Benzol: Youtube technisch geht ja bei euch auch einiges. Dann habt auf eurer alten Homepage jede Menge Demos und Bilder gehabt. Wäre es nicht mal interessant eine DVD mit all dem Zeug herauszubringen.
Andy: Wir wollten letztes Jahr, bzw. 2006 schon unser Best of – Album rausbringen. (lacht) Vielleicht schaffen wir das ja in 2008. Eine DVD ist auch unwahrscheinlich viel Arbeit. Keiner von uns kann so was und da lassen wir es lieber.
 
Benzol: Auf eurer Homepage kann man sich eine Liveversion von (ah, da war mir doch der Titel entfallen und ich mussts nachlesen) von „Es geht vorbei“ anhören. Eine Liveversion. Wird das einer der Songs sein den es dann auf dem Tape zu hören gibt?
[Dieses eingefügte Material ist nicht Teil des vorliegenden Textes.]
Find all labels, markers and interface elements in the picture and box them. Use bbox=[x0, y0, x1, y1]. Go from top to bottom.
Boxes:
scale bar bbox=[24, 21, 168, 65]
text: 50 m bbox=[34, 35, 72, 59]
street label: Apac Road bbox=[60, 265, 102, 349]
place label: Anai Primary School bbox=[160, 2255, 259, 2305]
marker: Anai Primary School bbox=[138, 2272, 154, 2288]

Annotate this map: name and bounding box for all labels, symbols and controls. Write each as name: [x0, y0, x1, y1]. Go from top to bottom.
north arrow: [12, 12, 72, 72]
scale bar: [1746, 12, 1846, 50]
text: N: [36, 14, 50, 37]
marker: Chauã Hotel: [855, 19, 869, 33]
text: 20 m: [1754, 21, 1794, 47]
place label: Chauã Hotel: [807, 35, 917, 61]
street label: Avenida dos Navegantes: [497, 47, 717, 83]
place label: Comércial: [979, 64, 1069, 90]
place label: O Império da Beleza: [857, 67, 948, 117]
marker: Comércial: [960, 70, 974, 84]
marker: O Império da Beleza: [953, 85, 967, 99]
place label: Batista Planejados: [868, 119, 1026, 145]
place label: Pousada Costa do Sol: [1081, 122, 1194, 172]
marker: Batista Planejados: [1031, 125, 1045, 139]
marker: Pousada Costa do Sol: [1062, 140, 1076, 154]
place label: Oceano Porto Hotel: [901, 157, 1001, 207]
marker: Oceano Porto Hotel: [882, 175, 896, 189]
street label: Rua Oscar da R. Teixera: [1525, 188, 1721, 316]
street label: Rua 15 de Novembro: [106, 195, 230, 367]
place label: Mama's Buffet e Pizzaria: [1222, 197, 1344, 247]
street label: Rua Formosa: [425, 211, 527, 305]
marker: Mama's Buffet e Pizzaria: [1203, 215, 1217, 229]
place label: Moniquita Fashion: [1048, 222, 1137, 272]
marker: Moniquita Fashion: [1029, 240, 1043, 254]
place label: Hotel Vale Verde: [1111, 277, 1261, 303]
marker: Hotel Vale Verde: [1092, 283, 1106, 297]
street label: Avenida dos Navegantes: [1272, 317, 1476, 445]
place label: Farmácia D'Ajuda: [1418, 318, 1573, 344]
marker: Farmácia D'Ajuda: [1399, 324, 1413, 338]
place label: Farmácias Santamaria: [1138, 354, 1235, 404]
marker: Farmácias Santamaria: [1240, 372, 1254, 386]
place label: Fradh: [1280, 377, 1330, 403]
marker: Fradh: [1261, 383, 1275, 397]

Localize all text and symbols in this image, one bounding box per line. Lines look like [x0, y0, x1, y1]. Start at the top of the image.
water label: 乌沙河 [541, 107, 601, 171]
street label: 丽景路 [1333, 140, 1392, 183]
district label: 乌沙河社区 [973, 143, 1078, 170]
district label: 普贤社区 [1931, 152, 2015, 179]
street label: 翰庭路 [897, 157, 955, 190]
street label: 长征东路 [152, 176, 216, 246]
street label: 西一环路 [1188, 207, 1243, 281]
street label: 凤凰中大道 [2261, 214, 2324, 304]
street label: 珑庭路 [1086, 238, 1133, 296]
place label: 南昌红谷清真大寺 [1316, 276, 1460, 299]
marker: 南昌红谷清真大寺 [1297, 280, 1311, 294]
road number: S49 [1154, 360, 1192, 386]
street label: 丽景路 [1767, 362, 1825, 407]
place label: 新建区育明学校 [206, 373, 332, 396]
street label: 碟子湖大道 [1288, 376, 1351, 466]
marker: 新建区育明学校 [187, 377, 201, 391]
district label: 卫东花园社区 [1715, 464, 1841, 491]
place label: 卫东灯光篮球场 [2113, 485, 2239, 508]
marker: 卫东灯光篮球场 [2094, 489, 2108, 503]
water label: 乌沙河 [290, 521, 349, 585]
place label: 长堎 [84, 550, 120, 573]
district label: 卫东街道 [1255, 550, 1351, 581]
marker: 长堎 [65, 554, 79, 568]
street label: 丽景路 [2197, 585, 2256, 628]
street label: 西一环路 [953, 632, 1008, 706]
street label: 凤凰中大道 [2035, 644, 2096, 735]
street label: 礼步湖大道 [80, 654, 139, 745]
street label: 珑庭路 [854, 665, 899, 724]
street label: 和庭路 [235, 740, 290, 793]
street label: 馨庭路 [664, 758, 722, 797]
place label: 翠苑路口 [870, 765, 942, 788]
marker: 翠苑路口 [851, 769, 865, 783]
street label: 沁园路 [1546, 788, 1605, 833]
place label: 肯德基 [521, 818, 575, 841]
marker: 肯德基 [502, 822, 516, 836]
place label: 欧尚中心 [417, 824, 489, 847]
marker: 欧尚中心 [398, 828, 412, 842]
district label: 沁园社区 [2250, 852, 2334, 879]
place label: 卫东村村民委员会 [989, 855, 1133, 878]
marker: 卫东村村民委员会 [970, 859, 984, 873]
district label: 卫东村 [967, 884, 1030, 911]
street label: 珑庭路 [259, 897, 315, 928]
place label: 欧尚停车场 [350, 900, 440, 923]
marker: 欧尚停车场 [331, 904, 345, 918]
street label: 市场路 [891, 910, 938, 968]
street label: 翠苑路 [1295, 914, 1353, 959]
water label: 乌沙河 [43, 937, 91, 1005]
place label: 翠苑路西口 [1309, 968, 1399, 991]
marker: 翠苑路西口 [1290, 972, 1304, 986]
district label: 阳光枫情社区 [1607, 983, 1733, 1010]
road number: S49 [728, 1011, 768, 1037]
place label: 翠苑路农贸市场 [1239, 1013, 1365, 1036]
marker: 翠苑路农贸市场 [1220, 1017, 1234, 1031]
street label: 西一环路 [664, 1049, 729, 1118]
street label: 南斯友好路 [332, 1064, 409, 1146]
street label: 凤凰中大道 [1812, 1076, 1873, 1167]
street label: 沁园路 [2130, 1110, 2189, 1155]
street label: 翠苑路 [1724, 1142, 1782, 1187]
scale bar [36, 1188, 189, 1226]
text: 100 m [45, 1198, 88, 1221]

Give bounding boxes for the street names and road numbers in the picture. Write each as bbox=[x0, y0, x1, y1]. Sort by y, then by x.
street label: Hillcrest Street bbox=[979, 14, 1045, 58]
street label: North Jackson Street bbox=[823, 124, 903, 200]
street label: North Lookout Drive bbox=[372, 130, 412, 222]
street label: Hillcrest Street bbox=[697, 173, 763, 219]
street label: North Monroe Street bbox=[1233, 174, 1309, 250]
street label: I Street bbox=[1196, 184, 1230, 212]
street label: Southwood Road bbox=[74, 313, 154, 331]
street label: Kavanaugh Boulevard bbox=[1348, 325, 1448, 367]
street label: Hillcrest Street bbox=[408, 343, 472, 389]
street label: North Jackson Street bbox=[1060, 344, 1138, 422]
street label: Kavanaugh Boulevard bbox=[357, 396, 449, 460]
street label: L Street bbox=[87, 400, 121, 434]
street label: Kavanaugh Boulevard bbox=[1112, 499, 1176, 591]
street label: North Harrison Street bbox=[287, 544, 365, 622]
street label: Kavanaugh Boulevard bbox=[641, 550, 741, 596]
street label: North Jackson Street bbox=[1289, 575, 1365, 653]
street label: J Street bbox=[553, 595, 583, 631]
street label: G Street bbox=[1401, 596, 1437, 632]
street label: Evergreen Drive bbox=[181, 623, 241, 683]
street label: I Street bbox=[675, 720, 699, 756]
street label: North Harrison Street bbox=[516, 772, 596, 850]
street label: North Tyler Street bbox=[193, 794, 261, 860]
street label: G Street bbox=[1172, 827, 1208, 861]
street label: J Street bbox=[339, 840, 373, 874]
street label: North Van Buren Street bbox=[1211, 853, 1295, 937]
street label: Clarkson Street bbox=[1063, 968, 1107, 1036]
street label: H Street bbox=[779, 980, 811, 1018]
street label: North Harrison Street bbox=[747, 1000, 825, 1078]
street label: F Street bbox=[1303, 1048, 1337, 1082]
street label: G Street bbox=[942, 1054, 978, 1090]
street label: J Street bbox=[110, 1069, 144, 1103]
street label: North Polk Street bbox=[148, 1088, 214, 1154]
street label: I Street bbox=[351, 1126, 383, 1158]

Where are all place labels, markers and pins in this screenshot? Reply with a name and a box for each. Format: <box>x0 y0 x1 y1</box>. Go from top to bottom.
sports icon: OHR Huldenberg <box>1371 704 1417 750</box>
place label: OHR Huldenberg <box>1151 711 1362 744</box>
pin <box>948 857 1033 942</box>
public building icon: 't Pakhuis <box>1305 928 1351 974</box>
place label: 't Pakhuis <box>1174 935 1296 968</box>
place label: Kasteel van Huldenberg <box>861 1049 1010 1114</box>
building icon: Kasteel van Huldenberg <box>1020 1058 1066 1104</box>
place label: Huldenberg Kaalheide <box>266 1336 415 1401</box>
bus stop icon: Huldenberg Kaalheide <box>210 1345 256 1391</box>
Andy: Da gibt’s eine Aufnahme, die ist aber eigentlich unhörbar, weil die total besoffen eingespielt wurde. Aber auf die nächste Scheibe wird es drauf kommen.
 
Benzol:
Gab es mittlerweile Anfragen von einem Label?
Andy: Ja, die gab es. Es gab auch ganz konkrete Sachen mit 3P. Die wollten uns gerne haben, das war 2005 oder so was. Ich weiss es ehrlich gesagt nicht mehr. Und das haben wir abgesagt.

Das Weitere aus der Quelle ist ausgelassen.